High-density activation mapping of fractionated electrograms in the atria of patients with paroxysmal atrial fibrillation

Abstract

Areas of complex fractionated atrial electrograms (CFAEs) have been implicated in the atrial substrate of atrial fibrillation (AF). The mechanisms underlying CFAE in humans are not well investigated. The purpose of this study was to investigate the regional activation pattern associated with CFAE using a high-density contact mapping catheter. Twenty patients with paroxysmal AF were mapped using a high-density multielectrode catheter. CFAE were mapped at 10 different sites (left atrium [LA]: inferior, posterior, roof, septum, anterior, lateral; right atrium [RA]: anterior, lateral, posterior, septum). Local atrial fibrillation cycle length (AFCL) was measured immediately before and after the occurrence of CFAE, and the longest electrogram duration (CFAEmax) was assessed. Longer electrogram durations were recorded in the LA compared with the RA (CFAEmax 118 +/- 21 ms vs 104 +/- 23 ms, P = .001). AFCL significantly shortened before the occurrence of CFAEmax compared with baseline (LA: 174 +/- 32 ms vs 186 +/- 32 ms, P = .0001; RA: 177 +/- 31 ms vs 188 +/- 31 ms, P = .0001) and returned to baseline afterwards. AFCL shortened by >or=10 ms in 91% of mapped sites.
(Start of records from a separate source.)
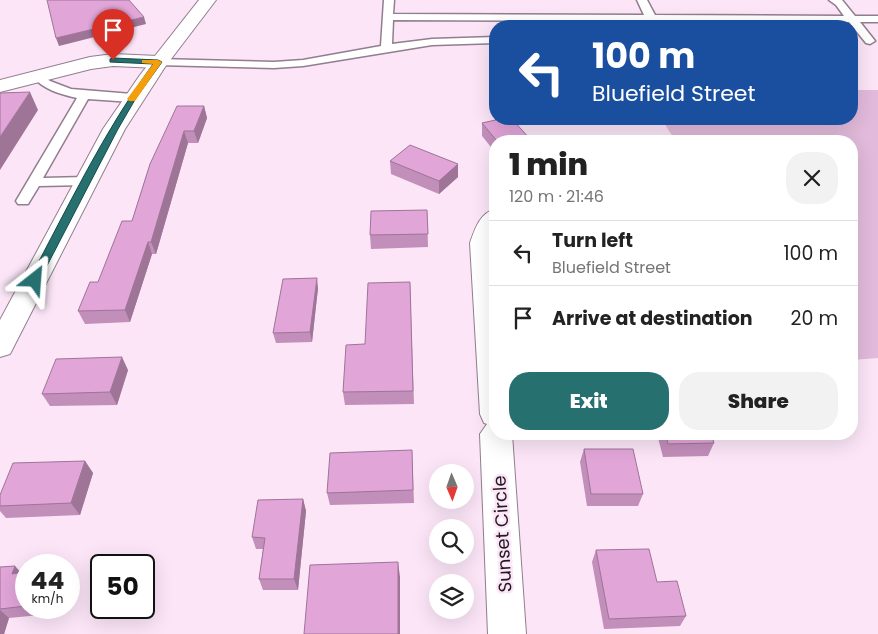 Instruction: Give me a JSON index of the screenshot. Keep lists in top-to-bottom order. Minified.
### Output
{"streets":{"main road":["Sunset Circle"]},"north":"bottom","page":{"turn":["100 m","Bluefield Street"],"heading":["1 min","120 m · 21:46"],"list":[{"name":"Turn left","note":"Bluefield Street","value":"100 m"},{"name":"Arrive at destination","value":"20 m"}],"buttons":["Exit","Share"],"speed":"44 km/h","limit":"50"}} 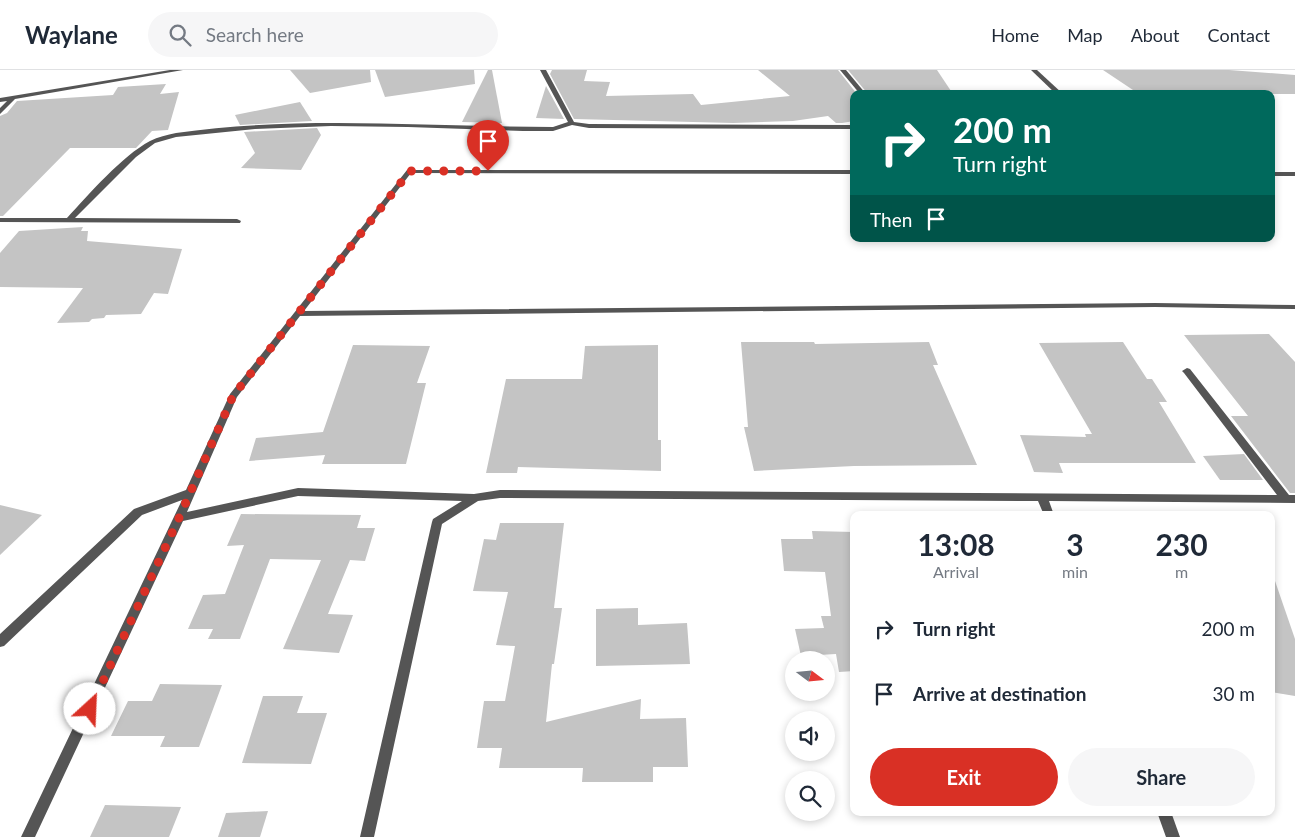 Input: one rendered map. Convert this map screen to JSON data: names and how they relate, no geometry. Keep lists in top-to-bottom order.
{
  "north": "right",
  "page": {
    "header": "Waylane",
    "search": "Search here",
    "nav": [
      "Home",
      "Map",
      "About",
      "Contact"
    ],
    "turn": ["200 m", "Turn right"],
    "then": "Then",
    "eta": [
      "13:08",
      "Arrival",
      "3",
      "min",
      "230",
      "m"
    ],
    "list": [
      {
        "name": "Turn right",
        "value": "200 m"
      },
      {
        "name": "Arrive at destination",
        "value": "30 m"
      }
    ],
    "buttons": ["Exit", "Share"]
  }
} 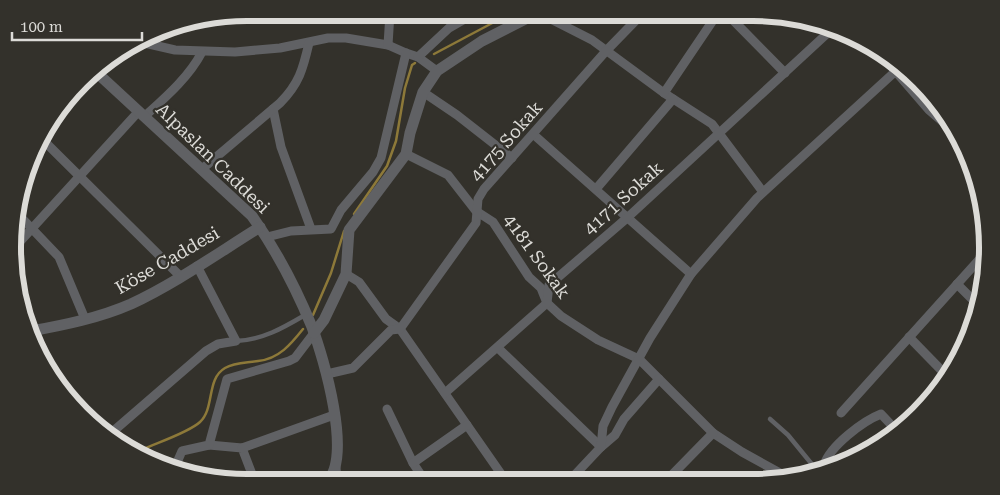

Two different local activation patterns were associated with occurrence of CFAEmax: a nearly simultaneous activation in all spines in 84% indicating passive activation, and a nonsimultaneous activation sequence suggesting local complex activation or reentry. Fractionated atrial electrograms during AF demonstrate dynamic changes that are dependent on regional AFCL. Shortening of AFCL precedes the development of CFAE; thus, cycle length is a major determinant of fractionation during AF. High-density mapping in AF may help to differentiate passive activation of CFAE from CFAE associated with an active component of the AF process.